You see, I'm a smoker. Not cigarettes, pipes. And the occasional cigar, but they're usually on the side or during drinking parties. I love my pipes. I love my pipe tobacco. The most favourite job I ever held? Hands down it was working for Old Grey Mare's husband at The Tinder Box in our local mall. I've smoked a pipe since I was around 20 or so, and don't plan on stopping.

That "Thank you for smoking" sign came from The Tinder Box, actually. The boss had taken a black marker to a standard ADA sign and blacked out the word "not," and placed it on the register. TB was the only place in the mall where you could smoke, you see, and people of all walks would come by to stand and smoke when they didn't want to go outside, or if they just wanted to hang out amongst like-minded people. I loved the talk that would flow freely among this very diverse group of people, and so when I opened my online shop, I bought a black ADA plaque, markered out the word "not" and hung it over my doorframe, to honour all the folks who still enjoy the company of Old Toby.

And yes, I know what tobacco does. I accept the risk as freely as I accept the risks inherent in motorcycle riding. And the same as my bike I love my pipes. So don't preach to me, I'm a grown boy. Thanks.

I love the ritual of my pipes. I love the choosing of tobacco, the choosing of the pipe. I become engrossed with the simplest actions inherent in cleaning the bowl, packing tobacco, and finding my tamp, which is forever running away to hide. I love the smell of pipe tobacco in the room, and I love relaxing in my chair smoking, putting the final touches on a big, filling meal. And I love blowing smoke rings, thinking slow, lazy thoughts of Bilbo and Gandalf sitting on the front step of Bag End.

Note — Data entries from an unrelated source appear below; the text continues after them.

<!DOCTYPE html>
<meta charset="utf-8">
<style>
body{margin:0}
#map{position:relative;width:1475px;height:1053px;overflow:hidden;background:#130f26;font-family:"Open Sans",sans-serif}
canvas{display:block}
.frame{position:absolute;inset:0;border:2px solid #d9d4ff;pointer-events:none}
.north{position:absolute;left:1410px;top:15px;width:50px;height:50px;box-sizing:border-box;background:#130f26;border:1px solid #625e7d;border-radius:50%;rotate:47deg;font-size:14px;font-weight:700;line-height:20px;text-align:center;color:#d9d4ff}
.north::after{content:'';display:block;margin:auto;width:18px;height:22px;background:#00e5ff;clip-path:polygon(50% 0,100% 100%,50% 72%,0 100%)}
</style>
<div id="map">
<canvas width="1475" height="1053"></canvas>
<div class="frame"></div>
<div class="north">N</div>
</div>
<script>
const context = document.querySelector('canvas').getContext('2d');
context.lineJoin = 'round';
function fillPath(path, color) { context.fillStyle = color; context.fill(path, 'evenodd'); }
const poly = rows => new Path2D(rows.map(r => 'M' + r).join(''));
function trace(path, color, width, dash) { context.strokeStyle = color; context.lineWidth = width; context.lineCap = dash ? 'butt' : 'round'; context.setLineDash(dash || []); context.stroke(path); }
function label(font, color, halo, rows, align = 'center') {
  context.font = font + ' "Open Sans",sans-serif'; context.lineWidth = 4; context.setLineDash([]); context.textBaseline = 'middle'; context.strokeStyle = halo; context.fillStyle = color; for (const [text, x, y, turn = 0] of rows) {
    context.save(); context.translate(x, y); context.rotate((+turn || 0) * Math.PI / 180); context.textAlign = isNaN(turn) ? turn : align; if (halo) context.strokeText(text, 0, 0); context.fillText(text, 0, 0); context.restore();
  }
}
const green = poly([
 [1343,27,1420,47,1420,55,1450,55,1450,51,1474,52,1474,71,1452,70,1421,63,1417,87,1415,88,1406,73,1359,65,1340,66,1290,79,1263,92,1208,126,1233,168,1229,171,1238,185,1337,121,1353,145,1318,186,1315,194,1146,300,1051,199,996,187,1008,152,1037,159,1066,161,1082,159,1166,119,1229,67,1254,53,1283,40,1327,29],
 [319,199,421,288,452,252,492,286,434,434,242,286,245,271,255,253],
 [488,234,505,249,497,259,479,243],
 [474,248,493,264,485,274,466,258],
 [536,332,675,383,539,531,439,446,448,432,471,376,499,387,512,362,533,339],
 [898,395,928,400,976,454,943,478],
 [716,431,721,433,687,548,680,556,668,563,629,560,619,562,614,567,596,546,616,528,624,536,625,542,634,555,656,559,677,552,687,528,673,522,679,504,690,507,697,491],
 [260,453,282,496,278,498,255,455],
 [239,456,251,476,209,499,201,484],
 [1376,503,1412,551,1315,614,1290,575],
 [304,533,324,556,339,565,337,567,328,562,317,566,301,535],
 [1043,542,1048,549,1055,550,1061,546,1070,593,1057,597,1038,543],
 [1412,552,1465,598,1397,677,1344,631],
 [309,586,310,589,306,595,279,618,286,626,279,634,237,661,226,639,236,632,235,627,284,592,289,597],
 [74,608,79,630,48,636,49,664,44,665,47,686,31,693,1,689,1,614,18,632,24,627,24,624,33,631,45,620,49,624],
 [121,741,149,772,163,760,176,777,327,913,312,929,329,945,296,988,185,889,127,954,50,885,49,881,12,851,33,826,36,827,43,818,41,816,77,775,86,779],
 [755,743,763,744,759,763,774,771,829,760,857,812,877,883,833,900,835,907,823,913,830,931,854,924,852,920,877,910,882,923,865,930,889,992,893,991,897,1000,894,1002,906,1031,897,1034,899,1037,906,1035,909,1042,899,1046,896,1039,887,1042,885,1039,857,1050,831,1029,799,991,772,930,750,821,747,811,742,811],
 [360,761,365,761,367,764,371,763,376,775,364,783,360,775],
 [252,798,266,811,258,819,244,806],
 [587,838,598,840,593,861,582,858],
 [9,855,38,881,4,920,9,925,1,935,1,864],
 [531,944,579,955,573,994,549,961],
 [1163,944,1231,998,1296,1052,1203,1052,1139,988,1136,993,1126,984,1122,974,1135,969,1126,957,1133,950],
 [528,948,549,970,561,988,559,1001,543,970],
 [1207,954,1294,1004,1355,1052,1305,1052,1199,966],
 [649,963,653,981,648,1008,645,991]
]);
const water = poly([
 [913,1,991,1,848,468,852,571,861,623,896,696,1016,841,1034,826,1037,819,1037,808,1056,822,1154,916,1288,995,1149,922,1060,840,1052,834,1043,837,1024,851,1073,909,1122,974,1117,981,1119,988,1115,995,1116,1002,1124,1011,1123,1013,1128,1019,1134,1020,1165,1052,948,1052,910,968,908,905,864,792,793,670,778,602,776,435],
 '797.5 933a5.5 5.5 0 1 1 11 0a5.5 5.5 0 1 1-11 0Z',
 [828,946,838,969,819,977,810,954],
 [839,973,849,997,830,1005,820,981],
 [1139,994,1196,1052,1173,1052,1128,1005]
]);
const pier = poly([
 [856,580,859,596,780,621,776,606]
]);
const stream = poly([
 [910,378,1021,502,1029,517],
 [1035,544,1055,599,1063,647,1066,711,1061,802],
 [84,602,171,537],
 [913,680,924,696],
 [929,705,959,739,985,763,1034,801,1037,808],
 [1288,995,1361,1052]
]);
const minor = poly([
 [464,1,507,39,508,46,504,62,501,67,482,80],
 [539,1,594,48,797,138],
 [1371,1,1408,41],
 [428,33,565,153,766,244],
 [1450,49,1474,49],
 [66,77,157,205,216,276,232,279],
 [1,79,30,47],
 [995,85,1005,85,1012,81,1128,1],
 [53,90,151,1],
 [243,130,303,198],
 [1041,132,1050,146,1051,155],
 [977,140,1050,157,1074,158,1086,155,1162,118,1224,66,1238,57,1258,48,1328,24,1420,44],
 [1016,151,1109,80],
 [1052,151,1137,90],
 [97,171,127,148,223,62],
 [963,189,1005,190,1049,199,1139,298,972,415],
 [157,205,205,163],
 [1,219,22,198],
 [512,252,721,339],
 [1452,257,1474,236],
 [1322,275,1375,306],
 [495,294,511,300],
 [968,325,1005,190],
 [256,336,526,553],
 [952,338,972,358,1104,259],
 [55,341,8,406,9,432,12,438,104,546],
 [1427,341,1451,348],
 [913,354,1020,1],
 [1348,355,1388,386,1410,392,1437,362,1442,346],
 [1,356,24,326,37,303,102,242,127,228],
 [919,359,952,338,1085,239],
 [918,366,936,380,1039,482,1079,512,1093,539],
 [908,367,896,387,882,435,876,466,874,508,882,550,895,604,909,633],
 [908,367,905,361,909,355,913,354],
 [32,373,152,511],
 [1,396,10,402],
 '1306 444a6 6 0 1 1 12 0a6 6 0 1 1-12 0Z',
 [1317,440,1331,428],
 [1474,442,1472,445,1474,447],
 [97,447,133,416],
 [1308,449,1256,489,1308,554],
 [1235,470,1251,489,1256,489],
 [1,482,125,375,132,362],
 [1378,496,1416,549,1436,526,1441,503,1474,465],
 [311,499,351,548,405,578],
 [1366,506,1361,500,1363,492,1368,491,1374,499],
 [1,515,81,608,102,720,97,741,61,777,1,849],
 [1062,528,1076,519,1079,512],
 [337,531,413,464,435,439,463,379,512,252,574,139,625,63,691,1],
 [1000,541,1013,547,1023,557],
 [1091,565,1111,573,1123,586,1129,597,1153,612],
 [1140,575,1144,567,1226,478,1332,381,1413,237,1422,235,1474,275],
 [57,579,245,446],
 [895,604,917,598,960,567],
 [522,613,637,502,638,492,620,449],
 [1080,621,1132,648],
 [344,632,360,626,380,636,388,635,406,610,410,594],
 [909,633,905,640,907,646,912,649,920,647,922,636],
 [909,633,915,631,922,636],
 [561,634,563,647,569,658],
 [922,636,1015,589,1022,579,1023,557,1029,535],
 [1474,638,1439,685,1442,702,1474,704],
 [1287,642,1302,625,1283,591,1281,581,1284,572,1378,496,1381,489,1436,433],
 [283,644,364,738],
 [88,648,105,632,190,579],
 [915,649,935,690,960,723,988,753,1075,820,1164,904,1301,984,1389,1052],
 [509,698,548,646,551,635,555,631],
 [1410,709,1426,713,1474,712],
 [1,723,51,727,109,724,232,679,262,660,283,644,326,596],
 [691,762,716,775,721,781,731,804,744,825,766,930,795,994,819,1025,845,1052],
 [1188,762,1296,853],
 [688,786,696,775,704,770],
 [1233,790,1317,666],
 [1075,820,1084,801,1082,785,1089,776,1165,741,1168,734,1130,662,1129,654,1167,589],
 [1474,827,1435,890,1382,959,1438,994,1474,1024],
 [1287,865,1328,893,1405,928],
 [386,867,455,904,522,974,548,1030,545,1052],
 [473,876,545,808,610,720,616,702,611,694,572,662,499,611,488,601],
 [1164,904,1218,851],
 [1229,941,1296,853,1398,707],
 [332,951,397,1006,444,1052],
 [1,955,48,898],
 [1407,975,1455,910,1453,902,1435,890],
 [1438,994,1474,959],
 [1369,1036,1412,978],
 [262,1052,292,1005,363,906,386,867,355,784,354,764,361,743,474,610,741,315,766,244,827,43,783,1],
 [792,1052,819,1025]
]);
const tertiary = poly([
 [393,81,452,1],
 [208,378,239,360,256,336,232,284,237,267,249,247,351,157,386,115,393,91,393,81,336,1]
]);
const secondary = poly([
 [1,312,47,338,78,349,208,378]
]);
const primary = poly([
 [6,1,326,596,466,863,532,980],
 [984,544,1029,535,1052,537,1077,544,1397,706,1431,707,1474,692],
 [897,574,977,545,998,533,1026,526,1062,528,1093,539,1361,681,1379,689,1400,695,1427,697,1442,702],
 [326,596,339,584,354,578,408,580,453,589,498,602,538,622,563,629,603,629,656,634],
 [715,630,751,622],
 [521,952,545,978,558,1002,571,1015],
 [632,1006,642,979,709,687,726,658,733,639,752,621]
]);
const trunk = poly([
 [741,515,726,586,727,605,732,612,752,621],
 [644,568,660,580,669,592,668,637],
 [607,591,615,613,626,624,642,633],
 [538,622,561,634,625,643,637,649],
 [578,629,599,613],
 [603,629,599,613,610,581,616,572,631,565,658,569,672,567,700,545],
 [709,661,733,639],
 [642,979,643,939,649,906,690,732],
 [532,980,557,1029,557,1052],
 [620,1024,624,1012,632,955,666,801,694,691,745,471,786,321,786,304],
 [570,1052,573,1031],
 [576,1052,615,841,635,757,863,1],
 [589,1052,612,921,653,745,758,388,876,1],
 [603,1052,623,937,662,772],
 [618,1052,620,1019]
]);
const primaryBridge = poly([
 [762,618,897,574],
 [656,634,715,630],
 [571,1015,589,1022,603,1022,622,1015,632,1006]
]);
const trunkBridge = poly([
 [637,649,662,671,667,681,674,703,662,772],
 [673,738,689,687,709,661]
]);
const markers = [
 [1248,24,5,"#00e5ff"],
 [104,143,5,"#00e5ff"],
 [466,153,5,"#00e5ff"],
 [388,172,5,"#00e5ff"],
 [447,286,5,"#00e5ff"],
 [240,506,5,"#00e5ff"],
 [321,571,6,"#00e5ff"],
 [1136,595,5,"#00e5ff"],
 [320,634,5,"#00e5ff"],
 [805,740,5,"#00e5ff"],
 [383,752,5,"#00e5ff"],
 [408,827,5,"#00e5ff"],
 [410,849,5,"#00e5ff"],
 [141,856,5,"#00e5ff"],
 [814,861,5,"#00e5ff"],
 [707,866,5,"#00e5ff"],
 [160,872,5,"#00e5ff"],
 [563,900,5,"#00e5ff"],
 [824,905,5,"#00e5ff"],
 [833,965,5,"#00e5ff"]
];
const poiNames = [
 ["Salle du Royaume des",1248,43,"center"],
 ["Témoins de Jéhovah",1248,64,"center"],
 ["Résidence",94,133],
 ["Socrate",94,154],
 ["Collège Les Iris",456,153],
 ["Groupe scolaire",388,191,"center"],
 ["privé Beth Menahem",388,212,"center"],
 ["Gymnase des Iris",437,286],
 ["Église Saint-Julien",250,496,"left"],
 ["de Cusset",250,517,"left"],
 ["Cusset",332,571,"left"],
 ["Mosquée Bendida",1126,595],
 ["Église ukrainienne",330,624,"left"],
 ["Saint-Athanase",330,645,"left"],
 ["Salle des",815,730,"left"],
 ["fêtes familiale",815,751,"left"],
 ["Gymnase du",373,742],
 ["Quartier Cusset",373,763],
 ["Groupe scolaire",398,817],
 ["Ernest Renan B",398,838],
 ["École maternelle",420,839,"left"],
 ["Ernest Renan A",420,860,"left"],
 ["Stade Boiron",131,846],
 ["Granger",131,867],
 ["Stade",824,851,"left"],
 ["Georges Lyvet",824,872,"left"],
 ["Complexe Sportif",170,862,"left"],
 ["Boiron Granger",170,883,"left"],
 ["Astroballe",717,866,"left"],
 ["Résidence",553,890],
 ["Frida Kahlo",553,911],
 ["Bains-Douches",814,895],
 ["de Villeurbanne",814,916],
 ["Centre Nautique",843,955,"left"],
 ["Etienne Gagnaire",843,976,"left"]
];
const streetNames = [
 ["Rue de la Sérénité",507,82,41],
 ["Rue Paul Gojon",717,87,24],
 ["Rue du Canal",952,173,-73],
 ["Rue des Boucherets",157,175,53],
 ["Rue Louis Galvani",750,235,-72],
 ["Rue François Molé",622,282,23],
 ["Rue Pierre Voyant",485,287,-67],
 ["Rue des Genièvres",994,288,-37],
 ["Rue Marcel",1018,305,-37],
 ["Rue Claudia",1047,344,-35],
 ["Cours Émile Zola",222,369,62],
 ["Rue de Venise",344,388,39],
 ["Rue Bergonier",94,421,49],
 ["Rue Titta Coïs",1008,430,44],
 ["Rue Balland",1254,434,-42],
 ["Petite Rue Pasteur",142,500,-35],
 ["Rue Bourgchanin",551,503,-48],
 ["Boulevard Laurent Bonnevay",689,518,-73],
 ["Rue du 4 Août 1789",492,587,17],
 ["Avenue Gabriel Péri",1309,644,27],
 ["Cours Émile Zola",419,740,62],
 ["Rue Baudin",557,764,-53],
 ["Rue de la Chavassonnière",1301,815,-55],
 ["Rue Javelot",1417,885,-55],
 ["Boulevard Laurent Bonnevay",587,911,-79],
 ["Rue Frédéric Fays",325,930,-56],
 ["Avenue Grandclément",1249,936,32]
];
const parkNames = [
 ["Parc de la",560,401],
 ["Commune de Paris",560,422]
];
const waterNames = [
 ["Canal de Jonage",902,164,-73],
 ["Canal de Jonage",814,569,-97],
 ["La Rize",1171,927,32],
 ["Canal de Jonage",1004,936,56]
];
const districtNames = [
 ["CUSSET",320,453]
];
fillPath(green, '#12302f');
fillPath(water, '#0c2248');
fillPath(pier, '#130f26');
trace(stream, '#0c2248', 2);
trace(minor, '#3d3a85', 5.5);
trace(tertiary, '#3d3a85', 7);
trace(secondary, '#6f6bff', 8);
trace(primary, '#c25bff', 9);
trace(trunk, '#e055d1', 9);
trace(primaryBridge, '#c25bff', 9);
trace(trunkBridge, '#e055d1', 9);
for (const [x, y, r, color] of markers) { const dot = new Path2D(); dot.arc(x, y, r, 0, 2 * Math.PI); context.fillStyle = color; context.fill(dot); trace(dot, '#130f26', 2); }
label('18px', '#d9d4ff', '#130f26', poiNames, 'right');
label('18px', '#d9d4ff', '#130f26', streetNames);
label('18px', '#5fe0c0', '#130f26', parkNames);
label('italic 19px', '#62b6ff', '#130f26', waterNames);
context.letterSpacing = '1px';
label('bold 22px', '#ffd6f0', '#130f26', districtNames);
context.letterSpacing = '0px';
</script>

The history of pipes is a long and involved one, as is the modern pipe and pipesmoker, and I won't even try to go into it, nor will I get on my soapbox and start decrying the tighter and tighter restrictions on our freedoms that tobacco is suffering. I simply wanted to make someone smile when they think of a favourite person in their life to whom they are tied even more tightly because of a bowlfull of a common plant.

I'm going to smoke a pipe now. I think perhaps the big rusticated bulldog, and my antler and cocobolo wood tamp, the box of wooden kitchen matches, and some nice rich McClelland's "Frog Morton."

2 comments:

Vulgar Wizard said...

When this post started, I thought you were going to go off on someone at work . . . that maybe THO told you smoking was bad for your health . . . eeeek!

Xulujerk said...

some three star royal in a peterson apple. i've had better--cheers.